TASK DESCRIPTION
From the listing below, pull each line that includes "margin".

──────────────────────────────

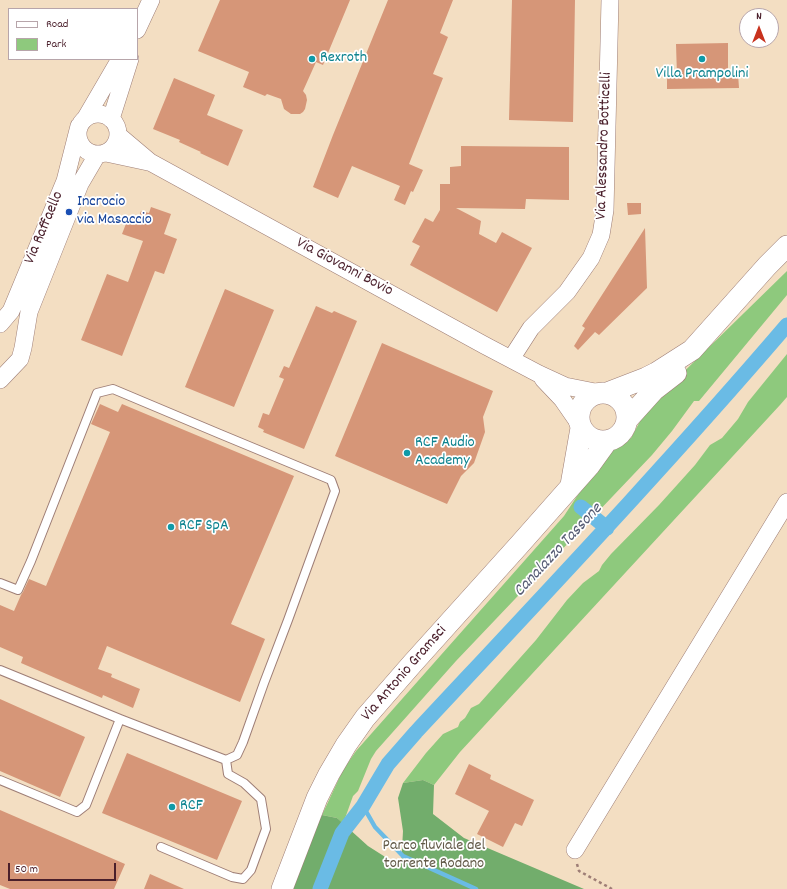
<!DOCTYPE html>
<style>
body{margin:0}
#map{position:relative;width:787px;height:889px;overflow:hidden;background:#f3dec2;font-family:Dekko,sans-serif}
canvas{display:block}
.legend{position:absolute;left:8px;top:8px;width:130px;height:52px;box-sizing:border-box;background:#fff;border:1px solid #b7a5aa;margin:0;padding:5px 7px;list-style:none;font-size:12px;color:#4a1f2b}
.legend li{display:flex;align-items:center;gap:8px;height:20px}
.legend b{width:20px;border:1px solid #b7a5aa}
.north{position:absolute;left:739px;top:8px;width:40px;height:40px;box-sizing:border-box;background:#fff;border:1px solid #b7a5aa;border-radius:50%;rotate:0deg;font-size:11px;font-weight:700;line-height:16px;text-align:center;color:#4a1f2b}
.north::after{content:'';display:block;margin:auto;width:14px;height:18px;background:#c8321e;clip-path:polygon(50% 0,100% 100%,50% 72%,0 100%)}
.scale{position:absolute;left:8px;top:863px;width:108px;height:18px;box-sizing:border-box;border:2px solid #4a1f2b;border-top:0;padding-left:5px;font-size:12px;line-height:14px;white-space:nowrap;color:#4a1f2b;-webkit-text-stroke:3px #fff;paint-order:stroke}
</style>
<div id="map">
<canvas width="787" height="889"></canvas>
<ul class="legend">
<li><b style="height:5px;background:#fff"></b>Road</li>
<li><b style="height:11px;background:#8ec97d"></b>Park</li>
</ul>
<div class="north">N</div>
<div class="scale">50 m</div>
</div>
<script>
const context = document.querySelector('canvas').getContext('2d');
context.lineJoin = 'round';
function fillPath(path, color) { context.fillStyle = color; context.fill(path, 'evenodd'); }
function strokePath(path, color, width, dash) { context.strokeStyle = color; context.lineWidth = width; context.lineCap = dash ? 'butt' : 'round'; context.setLineDash(dash || []); context.stroke(path); }
function write(font, color, halo, rows, align = 'center') {
  context.font = font + ' Dekko,sans-serif'; context.lineWidth = 3.5; context.setLineDash([]); context.textBaseline = 'middle'; context.strokeStyle = halo; context.fillStyle = color; for (const [text, x, y, turn = 0] of rows) {
    context.save(); context.translate(x, y); context.rotate((+turn || 0) * Math.PI / 180); context.textAlign = isNaN(turn) ? turn : align; if (halo) context.strokeText(text, 0, 0); context.fillText(text, 0, 0); context.restore();
  }
}
const green = new Path2D(`
 M787,271V295L699,401H694L672,431L652,455L456,661L376,751L371,759L358,791L353,796L343,824L337,818L322,815L343,770L356,751L564,516L583,487L613,447L631,438L645,412L659,396Z
 M787,354V397L780,405L460,752L434,785L423,780L403,783L426,753L443,734L458,727L460,722L465,718L471,708L479,704L536,640L567,600L583,583L599,571L602,565L611,554L659,505L695,465L710,445L722,438L738,419L748,402Z`);
const forest = new Path2D(`
 M423,780L434,785L433,814L464,838L584,889H292L317,824L322,815L337,818L368,846L401,867L403,831L398,798L403,783Z`);
const stream = new Path2D(`
 M363,806L375,827L403,856L476,889`);
const canal = new Path2D(`
 M581,507L607,528
 M320,889L342,833L363,806L388,764L416,732C541,598 668,464 787,325`);
const building = new Path2D(`
 M220,0H350L323,65L316,62L303,91L306,95L307,100L305,109L303,112L300,114H291L284,109L281,99L267,94L265,96L243,87L249,72L198,51Z
 M388,0H453L440,33L448,37L433,74L443,78L409,164L423,170L413,192L411,191L405,205L394,200L400,186L352,166L338,198L313,187L333,135Z
 M512,0H575L573,122L509,120Z
 M728,43V74H738L739,88L667,89V76H677L676,44Z
 M174,78L215,95L207,115L243,130L228,166L200,153L201,152L179,142L180,140L153,129Z
 M461,146L569,147V200L526,199L525,209L456,208L481,221L479,234L496,243L502,232L532,248L497,312L410,265L420,246L412,242L425,218L433,222L440,210V184H450V167L461,166Z
 M627,203H641V214L628,215Z
 M151,207L171,214L164,234L177,239L164,274L155,271L122,356L81,340L107,274L128,282L143,241L122,234L129,216L138,219L141,211L149,213Z
 M645,228L647,288L599,335L595,332L578,350L574,346L585,328L582,326Z
 M225,289L274,310L234,407L185,387Z
 M316,306L332,313L334,311L357,321L304,449L263,432L264,430L258,427L263,413L269,415L284,379L279,377L284,366L289,368Z
 M382,343L493,391L483,417L485,432L474,463L461,476L447,504L335,456Z
 M100,404L118,412L122,404L294,476L231,624L265,639L240,702L107,646L98,669L112,674L111,677L140,689L133,708L103,695L102,698L21,663L23,657L0,647V605L14,611L21,595L23,592L29,579L46,586L110,432L91,424Z
 M0,699L85,737L60,797L0,771Z
 M127,753L242,801L217,860L102,813Z
 M469,764L491,775L490,779L534,800L522,826L515,823L503,847L477,834L489,811L455,794Z
 M0,810L125,864L114,889H10L0,885Z
 M150,874L184,889H144Z`);
const path = new Path2D(`
 M577,864L579,871L612,889`);
const service = new Path2D(`
 M0,583L18,590L31,561L97,393L113,389L220,434L331,480L335,491L288,620L264,683L243,742L237,755L226,760L120,719L86,805L77,812L0,780
 M0,670L120,719
 M161,847L232,877L243,879L251,870L266,829L261,799L244,783L228,774L226,760`);
const minor = new Path2D(`
 M137,30L151,0
 M78 134a20 20 0 1 1 40 0a20 20 0 1 1-40 0Z
 M85,119L120,59
 M111,119L130,59
 M118,135L150,162L484,345L539,374L565,386L600,393
 M106,153L148,162
 M0,324L11,311L65,181L79,126
 M511,359L531,328L567,292L591,258L601,235L605,210L610,0
 M543,379L562,399L580,425
 M0,380L20,359L23,348L29,312L80,184L97,155
 M575,850L787,502`);
const tertiary = new Path2D(`
 M579 417a24 24 0 1 1 48 0a24 24 0 1 1-48 0Z
 M607,393L646,378L656,373L692,350L767,266L787,246
 M627,420L654,390L676,373
 M571,485L581,428
 M282,889L317,798L329,774L346,745L365,718L412,664L520,544L589,466L607,441`);
const markers = [
 [312,59,4,"#0f9aa8"],
 [702,59,4,"#0f9aa8"],
 [69,212,4,"#1a4fb4"],
 [407,453,4,"#0f9aa8"],
 [171,527,4,"#0f9aa8"],
 [172,807,4,"#0f9aa8"]
];
const cultureNames = [
 ["Rexroth",320,59],
 ["Villa Prampolini",702,75,"center"],
 ["RCF Audio",415,444],
 ["Academy",415,462],
 ["RCF SpA",179,527],
 ["RCF",180,807]
];
const streetNames = [
 ["Via Alessandro Botticelli",605,146,-88],
 ["Via Raffaello",45,228,-67],
 ["Via Giovanni Bovio",344,268,28],
 ["Via Antonio Gramsci",405,674,-49]
];
const transitNames = [
 ["Incrocio",77,203],
 ["via Masaccio",77,221]
];
const parkNames = [
 ["Parco fluviale del",434,847],
 ["torrente Rodano",434,865]
];
const waterNames = [
 ["Canalazzo Tassone",559,551,-47]
];
fillPath(green, '#8ec97d');
fillPath(forest, '#72ad6c');
strokePath(stream, '#6abbe5', 4.5);
strokePath(canal, '#6abbe5', 15);
fillPath(building, '#d69678');
strokePath(service, '#9e7e76', 10);
strokePath(minor, '#9e7e76', 18);
strokePath(tertiary, '#9e7e76', 22);
strokePath(path, '#9e7e76', 2.5, [3, 3]);
strokePath(service, '#fff', 8);
strokePath(minor, '#fff', 17);
strokePath(tertiary, '#fff', 21);
for (const [x, y, r, color] of markers) { const dot = new Path2D(); dot.arc(x, y, r, 0, 2 * Math.PI); context.fillStyle = color; context.fill(dot); strokePath(dot, '#fff', 1.5); }
write('16px', '#0d838f', '#fff', cultureNames, 'left');
write('16px', '#4a1f2b', '#fff', streetNames);
write('16px', '#164399', '#fff', transitNames, 'left');
write('16px', '#625a48', '#fff', parkNames);
write('italic 17px', '#575d75', '#fff', waterNames);
</script>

──────────────────────────────

ANSWER SECTION
body{margin:0}
.legend{position:absolute;left:8px;top:8px;width:130px;height:52px;box-sizing:border-box;background:#fff;border:1px solid #b7a5aa;margin:0;padding:5px 7px;list-style:none;font-size:12px;color:#4a1f2b}
.north::after{content:'';display:block;margin:auto;width:14px;height:18px;background:#c8321e;clip-path:polygon(50% 0,100% 100%,50% 72%,0 100%)}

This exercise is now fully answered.